What is being asked »
Count the lines in the data below holding the string "family" and write the total by itself.

[Stored items]
◆ ◆ ◆ ◆

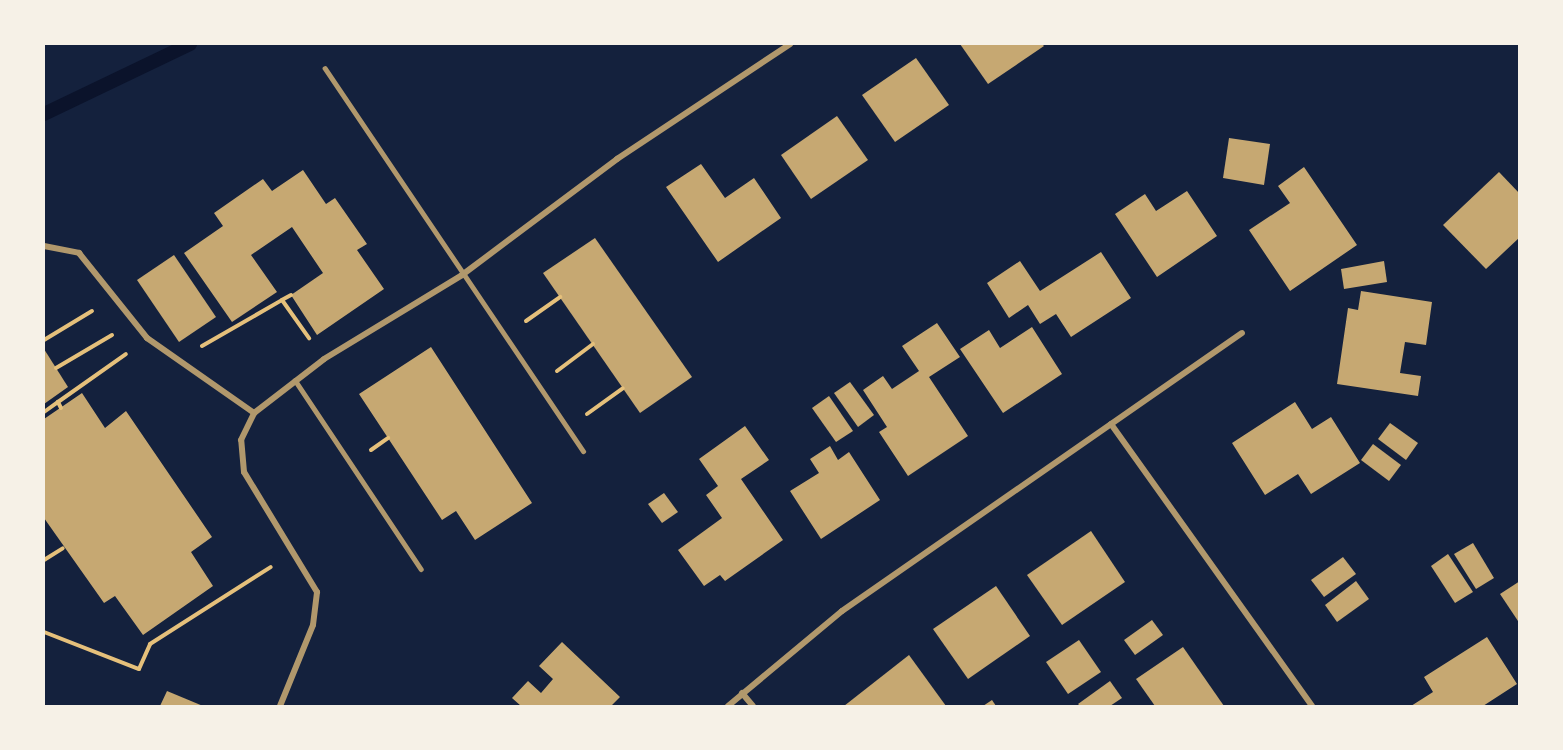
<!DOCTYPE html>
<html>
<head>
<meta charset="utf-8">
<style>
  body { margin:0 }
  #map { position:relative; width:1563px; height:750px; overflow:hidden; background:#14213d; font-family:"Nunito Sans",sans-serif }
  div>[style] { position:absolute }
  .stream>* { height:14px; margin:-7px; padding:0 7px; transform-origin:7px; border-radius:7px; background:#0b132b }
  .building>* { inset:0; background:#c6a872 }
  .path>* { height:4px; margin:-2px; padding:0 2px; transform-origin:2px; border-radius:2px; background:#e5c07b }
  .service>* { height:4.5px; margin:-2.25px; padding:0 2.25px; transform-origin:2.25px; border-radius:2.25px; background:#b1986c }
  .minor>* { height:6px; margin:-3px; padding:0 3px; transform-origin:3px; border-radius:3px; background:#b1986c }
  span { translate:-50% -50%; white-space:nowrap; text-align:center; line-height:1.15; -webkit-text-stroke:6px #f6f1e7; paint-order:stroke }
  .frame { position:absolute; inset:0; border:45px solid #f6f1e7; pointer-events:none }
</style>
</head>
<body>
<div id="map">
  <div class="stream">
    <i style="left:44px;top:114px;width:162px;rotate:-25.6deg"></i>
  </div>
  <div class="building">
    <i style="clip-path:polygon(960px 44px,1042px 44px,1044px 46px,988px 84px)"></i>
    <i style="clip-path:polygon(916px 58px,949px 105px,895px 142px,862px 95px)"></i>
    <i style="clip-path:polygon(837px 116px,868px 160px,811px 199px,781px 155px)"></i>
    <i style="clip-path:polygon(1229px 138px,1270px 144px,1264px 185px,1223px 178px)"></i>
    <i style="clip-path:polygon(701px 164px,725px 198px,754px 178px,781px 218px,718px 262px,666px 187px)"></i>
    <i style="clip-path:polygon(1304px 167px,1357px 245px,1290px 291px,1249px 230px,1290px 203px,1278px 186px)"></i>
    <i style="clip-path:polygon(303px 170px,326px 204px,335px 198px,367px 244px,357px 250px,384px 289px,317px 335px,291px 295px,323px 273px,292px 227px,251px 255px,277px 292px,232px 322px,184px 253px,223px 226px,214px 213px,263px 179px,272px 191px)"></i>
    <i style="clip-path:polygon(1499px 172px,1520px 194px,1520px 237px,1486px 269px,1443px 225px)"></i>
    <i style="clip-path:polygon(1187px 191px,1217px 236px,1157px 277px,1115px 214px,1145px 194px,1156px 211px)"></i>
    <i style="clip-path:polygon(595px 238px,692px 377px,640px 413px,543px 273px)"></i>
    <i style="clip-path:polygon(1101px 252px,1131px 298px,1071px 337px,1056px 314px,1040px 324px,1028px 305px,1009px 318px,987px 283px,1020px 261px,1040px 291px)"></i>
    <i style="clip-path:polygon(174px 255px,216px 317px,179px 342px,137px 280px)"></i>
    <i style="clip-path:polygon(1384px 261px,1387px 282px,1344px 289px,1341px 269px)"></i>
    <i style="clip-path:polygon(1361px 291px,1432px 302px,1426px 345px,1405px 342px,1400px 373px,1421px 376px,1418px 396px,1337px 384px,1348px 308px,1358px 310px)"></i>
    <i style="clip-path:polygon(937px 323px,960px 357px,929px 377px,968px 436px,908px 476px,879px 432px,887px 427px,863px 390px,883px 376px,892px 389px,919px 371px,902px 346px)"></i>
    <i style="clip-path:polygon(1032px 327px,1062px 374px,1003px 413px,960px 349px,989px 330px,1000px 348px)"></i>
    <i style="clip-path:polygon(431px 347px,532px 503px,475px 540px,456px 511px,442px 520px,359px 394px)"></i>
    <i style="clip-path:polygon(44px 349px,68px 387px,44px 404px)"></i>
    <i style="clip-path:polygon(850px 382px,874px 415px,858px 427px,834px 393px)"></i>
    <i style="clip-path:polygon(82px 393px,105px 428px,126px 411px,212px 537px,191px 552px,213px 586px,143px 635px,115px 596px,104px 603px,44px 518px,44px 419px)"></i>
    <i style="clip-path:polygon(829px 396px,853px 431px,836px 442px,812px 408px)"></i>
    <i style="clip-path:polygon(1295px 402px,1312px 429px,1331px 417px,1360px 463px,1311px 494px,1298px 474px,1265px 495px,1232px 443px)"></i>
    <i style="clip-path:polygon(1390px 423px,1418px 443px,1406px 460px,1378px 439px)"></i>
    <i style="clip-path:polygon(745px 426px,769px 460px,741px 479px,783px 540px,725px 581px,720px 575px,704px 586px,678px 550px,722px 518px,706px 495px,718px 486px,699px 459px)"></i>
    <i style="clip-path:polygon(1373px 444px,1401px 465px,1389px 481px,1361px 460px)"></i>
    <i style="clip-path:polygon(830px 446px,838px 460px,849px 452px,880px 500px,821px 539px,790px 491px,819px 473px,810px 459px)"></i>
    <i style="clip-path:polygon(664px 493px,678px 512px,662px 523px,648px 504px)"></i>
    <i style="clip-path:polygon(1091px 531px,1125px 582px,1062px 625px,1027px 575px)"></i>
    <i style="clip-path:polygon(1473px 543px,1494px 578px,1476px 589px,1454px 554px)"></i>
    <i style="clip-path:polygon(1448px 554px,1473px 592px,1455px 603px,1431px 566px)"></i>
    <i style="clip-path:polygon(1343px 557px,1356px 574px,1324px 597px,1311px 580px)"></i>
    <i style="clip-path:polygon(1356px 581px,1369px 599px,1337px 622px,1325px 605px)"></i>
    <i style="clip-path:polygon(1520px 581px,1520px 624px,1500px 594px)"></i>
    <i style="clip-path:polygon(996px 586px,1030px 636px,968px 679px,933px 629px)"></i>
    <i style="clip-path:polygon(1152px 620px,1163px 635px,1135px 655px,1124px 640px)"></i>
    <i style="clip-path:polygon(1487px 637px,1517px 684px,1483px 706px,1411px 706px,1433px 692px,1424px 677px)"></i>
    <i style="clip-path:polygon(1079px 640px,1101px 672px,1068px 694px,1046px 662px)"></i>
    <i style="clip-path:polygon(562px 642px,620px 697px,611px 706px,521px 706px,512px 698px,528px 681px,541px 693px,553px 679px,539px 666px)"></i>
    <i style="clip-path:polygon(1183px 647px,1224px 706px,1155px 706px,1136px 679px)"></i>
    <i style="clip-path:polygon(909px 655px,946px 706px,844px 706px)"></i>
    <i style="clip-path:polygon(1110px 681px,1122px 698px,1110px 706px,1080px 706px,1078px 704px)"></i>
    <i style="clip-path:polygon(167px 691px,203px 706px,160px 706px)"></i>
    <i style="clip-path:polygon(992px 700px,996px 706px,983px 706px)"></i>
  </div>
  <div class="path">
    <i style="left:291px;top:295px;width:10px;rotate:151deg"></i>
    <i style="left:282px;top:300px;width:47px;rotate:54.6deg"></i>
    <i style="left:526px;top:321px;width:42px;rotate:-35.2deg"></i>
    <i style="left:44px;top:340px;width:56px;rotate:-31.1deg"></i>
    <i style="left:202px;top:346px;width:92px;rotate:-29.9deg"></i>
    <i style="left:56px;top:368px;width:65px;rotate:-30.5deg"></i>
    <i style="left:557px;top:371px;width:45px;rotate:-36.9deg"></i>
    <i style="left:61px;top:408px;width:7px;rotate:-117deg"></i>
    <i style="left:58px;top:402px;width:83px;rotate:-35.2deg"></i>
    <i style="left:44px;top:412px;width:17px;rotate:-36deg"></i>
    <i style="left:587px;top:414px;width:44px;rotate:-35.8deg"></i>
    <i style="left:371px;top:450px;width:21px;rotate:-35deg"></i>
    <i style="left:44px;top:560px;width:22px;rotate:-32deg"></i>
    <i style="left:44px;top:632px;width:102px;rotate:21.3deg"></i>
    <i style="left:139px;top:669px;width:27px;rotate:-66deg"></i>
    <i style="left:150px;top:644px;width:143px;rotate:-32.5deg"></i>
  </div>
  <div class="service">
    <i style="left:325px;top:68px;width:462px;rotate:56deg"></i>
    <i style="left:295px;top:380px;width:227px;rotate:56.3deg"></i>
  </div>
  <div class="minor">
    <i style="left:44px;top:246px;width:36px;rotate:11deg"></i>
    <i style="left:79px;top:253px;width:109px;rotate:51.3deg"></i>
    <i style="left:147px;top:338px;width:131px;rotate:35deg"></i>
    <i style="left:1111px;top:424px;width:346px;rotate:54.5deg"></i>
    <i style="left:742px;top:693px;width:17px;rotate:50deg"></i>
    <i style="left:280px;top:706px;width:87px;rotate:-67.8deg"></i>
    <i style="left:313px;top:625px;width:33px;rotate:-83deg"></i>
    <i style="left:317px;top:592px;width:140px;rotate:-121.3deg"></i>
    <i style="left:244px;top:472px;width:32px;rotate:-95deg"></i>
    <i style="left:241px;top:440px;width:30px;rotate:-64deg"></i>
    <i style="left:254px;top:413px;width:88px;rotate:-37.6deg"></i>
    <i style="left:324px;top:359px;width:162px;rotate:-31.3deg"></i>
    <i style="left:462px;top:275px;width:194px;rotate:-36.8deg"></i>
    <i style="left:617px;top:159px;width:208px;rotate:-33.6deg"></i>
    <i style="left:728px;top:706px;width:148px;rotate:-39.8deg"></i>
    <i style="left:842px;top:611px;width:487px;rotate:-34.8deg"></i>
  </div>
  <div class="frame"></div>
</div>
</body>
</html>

◆ ◆ ◆ ◆

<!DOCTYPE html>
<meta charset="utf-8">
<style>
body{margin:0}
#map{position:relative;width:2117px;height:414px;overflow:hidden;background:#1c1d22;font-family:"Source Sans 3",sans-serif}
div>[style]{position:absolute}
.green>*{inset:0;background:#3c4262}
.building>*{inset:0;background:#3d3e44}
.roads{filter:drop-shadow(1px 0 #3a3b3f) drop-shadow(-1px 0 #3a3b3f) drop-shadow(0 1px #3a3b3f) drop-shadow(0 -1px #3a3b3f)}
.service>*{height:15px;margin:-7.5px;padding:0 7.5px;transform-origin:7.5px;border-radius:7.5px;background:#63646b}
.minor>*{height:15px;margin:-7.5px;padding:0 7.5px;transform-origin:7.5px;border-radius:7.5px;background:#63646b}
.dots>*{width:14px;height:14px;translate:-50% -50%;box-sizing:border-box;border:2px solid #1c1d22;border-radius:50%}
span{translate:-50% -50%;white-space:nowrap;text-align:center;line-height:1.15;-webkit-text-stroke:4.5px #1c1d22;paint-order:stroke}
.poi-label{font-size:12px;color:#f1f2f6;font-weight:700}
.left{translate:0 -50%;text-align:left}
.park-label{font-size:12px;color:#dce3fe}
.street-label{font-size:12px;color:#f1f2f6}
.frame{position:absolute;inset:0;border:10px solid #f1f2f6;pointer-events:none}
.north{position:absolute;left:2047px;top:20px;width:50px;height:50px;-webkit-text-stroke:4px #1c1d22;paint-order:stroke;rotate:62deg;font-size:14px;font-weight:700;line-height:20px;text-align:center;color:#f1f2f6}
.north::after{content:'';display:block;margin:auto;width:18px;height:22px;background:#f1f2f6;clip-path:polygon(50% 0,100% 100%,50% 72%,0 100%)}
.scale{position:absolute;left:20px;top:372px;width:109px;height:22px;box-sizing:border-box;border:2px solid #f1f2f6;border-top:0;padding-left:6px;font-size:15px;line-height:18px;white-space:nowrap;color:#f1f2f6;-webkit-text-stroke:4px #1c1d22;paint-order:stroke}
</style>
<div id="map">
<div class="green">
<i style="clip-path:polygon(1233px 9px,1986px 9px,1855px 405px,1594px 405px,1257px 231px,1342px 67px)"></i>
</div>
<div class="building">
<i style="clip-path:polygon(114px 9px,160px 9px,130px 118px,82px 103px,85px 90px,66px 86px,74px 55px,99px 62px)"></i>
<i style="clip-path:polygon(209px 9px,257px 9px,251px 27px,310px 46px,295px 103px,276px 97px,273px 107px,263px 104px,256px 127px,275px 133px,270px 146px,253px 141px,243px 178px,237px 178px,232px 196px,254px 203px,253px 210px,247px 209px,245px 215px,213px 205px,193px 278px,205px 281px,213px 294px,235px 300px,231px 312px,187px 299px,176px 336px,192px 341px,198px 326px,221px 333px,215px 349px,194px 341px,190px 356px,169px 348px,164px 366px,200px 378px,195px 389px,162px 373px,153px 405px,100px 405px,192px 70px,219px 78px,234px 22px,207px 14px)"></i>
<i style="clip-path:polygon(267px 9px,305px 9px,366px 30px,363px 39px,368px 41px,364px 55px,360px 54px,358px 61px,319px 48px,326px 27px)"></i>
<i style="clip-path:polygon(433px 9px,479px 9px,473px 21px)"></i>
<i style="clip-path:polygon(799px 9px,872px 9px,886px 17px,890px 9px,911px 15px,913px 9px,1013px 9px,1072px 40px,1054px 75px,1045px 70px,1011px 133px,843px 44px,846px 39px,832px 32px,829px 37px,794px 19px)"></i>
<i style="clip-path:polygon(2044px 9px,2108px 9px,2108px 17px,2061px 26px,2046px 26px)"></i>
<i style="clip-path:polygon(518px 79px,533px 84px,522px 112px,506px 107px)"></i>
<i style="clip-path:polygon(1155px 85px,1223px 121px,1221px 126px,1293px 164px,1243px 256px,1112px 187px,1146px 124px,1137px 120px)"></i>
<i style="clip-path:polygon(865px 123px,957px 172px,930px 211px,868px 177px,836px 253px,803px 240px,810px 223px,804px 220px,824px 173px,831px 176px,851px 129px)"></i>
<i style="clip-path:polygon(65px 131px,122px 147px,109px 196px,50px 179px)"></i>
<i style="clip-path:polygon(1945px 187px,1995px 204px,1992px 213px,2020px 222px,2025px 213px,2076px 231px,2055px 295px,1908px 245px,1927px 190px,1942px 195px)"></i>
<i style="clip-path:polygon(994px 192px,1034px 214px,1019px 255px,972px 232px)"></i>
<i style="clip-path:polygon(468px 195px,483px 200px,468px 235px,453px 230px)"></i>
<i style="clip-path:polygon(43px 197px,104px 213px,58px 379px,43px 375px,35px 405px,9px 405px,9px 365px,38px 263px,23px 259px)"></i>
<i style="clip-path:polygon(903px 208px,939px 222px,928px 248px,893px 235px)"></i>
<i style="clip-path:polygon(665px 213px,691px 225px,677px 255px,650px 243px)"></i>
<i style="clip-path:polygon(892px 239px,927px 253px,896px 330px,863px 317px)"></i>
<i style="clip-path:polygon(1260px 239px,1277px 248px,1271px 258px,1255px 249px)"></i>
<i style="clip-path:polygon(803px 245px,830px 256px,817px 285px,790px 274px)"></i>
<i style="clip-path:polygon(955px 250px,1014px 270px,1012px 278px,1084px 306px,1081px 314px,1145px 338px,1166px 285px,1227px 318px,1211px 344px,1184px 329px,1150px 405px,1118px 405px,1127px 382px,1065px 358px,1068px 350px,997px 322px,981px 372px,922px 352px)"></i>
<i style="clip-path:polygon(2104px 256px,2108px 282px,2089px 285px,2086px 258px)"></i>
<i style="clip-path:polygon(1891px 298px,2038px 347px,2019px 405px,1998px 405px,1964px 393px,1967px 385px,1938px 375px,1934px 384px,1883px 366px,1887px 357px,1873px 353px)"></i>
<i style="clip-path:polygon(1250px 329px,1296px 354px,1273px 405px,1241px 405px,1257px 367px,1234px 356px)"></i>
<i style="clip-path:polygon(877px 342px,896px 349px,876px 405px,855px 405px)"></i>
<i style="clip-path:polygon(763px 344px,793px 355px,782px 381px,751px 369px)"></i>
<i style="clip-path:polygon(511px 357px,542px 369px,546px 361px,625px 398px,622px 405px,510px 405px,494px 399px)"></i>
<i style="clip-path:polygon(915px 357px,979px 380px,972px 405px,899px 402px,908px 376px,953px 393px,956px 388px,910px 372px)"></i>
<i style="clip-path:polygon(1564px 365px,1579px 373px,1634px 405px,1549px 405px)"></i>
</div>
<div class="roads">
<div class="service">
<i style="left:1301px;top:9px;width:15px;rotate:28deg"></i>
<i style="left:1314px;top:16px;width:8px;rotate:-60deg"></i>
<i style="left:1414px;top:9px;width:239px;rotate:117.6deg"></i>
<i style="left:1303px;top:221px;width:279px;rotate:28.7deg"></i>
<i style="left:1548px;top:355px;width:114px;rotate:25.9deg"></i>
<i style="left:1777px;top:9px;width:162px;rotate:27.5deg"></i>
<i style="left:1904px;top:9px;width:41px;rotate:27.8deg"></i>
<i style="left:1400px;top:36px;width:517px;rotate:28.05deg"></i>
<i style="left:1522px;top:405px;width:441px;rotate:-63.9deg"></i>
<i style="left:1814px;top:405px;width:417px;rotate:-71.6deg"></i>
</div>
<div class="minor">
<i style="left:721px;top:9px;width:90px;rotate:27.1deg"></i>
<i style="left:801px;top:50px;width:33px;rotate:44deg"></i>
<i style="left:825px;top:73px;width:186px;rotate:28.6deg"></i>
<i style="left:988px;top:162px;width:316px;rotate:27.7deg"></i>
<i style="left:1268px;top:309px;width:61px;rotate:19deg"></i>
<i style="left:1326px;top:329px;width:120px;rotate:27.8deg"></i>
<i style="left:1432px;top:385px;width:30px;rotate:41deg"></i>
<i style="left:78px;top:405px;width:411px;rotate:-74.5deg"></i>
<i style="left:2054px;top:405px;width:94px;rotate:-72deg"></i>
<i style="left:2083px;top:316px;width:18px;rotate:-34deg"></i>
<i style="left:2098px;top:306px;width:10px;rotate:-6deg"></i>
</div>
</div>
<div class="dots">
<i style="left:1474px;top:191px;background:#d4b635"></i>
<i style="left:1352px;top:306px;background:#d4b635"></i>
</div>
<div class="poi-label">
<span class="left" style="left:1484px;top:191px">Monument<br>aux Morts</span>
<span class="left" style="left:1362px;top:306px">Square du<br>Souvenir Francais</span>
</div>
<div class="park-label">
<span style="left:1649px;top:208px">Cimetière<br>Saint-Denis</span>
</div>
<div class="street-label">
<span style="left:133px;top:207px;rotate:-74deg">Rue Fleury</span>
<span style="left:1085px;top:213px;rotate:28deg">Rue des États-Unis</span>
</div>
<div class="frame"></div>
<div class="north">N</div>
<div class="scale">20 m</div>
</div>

◆ ◆ ◆ ◆

Result for this task »
2